• _Exercise_
Search the listing below for the string "UNIAO", then copy every line it appears in.
Dataset records START
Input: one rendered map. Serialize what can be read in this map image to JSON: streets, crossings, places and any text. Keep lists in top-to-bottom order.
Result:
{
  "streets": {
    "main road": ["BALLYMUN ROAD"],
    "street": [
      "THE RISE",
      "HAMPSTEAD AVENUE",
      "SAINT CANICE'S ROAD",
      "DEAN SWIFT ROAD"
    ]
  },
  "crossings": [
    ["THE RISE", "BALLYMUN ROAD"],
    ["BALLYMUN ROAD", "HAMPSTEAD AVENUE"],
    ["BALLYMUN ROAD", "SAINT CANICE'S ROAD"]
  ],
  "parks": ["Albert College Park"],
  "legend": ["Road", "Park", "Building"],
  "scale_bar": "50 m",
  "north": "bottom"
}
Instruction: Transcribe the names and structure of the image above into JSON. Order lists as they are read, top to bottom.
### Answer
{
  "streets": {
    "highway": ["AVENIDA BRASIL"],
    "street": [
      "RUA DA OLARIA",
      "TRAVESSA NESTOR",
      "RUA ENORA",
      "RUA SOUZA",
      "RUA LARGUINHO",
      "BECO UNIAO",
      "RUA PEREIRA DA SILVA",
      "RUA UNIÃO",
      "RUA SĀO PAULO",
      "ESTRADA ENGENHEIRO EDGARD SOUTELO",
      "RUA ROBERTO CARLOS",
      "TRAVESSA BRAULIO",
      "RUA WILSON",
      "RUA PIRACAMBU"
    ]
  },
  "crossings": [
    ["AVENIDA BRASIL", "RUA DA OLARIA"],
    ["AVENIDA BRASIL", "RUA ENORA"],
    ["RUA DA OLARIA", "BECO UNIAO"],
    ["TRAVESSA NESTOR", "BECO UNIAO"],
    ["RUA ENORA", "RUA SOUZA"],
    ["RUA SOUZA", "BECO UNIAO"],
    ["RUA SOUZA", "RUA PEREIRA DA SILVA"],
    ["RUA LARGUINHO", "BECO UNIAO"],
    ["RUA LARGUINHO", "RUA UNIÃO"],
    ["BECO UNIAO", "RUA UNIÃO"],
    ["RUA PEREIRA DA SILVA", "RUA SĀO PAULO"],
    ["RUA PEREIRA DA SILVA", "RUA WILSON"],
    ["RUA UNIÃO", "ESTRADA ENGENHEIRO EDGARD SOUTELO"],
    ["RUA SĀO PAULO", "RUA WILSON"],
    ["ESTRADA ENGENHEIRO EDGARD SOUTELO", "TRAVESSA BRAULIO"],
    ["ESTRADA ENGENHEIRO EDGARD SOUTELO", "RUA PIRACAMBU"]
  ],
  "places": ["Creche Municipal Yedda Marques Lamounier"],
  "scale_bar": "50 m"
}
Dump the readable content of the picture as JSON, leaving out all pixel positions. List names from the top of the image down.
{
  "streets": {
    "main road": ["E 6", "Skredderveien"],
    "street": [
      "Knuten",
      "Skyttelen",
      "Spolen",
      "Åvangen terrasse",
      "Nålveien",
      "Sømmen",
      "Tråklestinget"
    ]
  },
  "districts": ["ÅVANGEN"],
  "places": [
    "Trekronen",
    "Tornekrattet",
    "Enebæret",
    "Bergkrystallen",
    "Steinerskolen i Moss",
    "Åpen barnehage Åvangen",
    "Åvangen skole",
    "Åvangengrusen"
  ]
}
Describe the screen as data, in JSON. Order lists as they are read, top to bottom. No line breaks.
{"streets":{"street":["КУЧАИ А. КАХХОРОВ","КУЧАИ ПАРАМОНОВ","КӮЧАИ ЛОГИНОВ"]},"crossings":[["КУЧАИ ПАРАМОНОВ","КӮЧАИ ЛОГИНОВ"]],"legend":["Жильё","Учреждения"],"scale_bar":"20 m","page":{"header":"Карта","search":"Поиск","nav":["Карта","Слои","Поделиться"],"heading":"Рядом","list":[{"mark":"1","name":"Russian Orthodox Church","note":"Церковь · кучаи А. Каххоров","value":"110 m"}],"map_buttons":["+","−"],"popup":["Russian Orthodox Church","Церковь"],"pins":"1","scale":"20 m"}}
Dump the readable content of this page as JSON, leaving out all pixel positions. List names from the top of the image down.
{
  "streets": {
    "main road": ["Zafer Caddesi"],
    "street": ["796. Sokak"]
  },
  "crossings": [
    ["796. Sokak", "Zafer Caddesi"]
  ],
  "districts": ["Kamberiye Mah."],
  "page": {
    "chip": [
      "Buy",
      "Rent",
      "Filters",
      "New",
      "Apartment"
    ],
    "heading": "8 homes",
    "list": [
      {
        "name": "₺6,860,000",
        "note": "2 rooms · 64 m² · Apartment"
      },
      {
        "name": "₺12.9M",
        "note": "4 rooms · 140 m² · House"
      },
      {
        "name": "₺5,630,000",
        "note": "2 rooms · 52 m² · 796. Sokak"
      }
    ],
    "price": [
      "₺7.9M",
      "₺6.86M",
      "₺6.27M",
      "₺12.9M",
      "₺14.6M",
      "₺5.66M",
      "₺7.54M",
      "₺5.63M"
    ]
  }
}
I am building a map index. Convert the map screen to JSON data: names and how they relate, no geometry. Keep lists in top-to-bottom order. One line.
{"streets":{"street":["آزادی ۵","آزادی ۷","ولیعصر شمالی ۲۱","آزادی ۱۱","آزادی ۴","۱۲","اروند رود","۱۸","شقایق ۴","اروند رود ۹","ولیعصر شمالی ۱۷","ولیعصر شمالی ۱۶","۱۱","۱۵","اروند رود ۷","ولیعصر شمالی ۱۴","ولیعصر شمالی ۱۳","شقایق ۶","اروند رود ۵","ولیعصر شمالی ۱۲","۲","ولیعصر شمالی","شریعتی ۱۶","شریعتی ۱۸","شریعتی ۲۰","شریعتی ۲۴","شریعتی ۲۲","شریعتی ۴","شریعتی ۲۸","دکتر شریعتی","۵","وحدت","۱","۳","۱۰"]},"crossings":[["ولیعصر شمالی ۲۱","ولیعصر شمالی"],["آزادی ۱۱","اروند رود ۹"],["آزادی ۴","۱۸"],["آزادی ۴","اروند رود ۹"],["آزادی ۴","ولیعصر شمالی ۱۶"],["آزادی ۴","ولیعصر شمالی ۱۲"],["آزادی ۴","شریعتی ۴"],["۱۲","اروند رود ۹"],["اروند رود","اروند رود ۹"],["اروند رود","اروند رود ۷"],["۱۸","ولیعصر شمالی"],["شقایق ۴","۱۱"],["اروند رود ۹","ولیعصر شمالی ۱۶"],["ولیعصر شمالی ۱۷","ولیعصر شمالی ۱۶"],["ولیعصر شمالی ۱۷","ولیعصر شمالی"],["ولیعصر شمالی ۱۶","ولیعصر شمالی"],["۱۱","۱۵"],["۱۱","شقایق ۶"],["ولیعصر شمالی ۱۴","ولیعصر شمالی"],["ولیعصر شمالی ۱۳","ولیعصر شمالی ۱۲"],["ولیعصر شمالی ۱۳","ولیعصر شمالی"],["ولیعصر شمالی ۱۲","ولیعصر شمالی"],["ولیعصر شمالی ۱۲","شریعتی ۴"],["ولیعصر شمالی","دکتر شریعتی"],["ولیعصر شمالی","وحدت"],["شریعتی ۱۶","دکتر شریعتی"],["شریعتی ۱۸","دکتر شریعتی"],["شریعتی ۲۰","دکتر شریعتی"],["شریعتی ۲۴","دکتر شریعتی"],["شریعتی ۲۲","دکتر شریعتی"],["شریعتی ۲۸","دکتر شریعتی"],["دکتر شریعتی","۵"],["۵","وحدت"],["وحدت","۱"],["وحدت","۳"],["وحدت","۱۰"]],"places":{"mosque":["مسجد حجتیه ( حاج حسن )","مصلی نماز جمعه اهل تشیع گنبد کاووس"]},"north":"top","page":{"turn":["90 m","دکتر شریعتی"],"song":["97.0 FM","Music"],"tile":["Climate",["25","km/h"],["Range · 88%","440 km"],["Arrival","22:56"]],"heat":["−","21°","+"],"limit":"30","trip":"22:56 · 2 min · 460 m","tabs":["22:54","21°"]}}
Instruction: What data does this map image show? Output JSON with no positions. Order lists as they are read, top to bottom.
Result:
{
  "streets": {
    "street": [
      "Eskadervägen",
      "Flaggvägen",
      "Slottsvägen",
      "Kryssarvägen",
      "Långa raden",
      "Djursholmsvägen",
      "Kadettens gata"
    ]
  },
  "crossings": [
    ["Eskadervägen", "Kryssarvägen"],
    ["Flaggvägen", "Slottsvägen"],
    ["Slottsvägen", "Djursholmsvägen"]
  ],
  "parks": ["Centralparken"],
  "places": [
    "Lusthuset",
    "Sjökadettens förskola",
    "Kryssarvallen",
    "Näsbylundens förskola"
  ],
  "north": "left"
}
Dataset records END
• _Answer to this task_
      "BECO UNIAO",
    ["RUA DA OLARIA", "BECO UNIAO"],
    ["TRAVESSA NESTOR", "BECO UNIAO"],
    ["RUA SOUZA", "BECO UNIAO"],
    ["RUA LARGUINHO", "BECO UNIAO"],
    ["BECO UNIAO", "RUA UNIÃO"],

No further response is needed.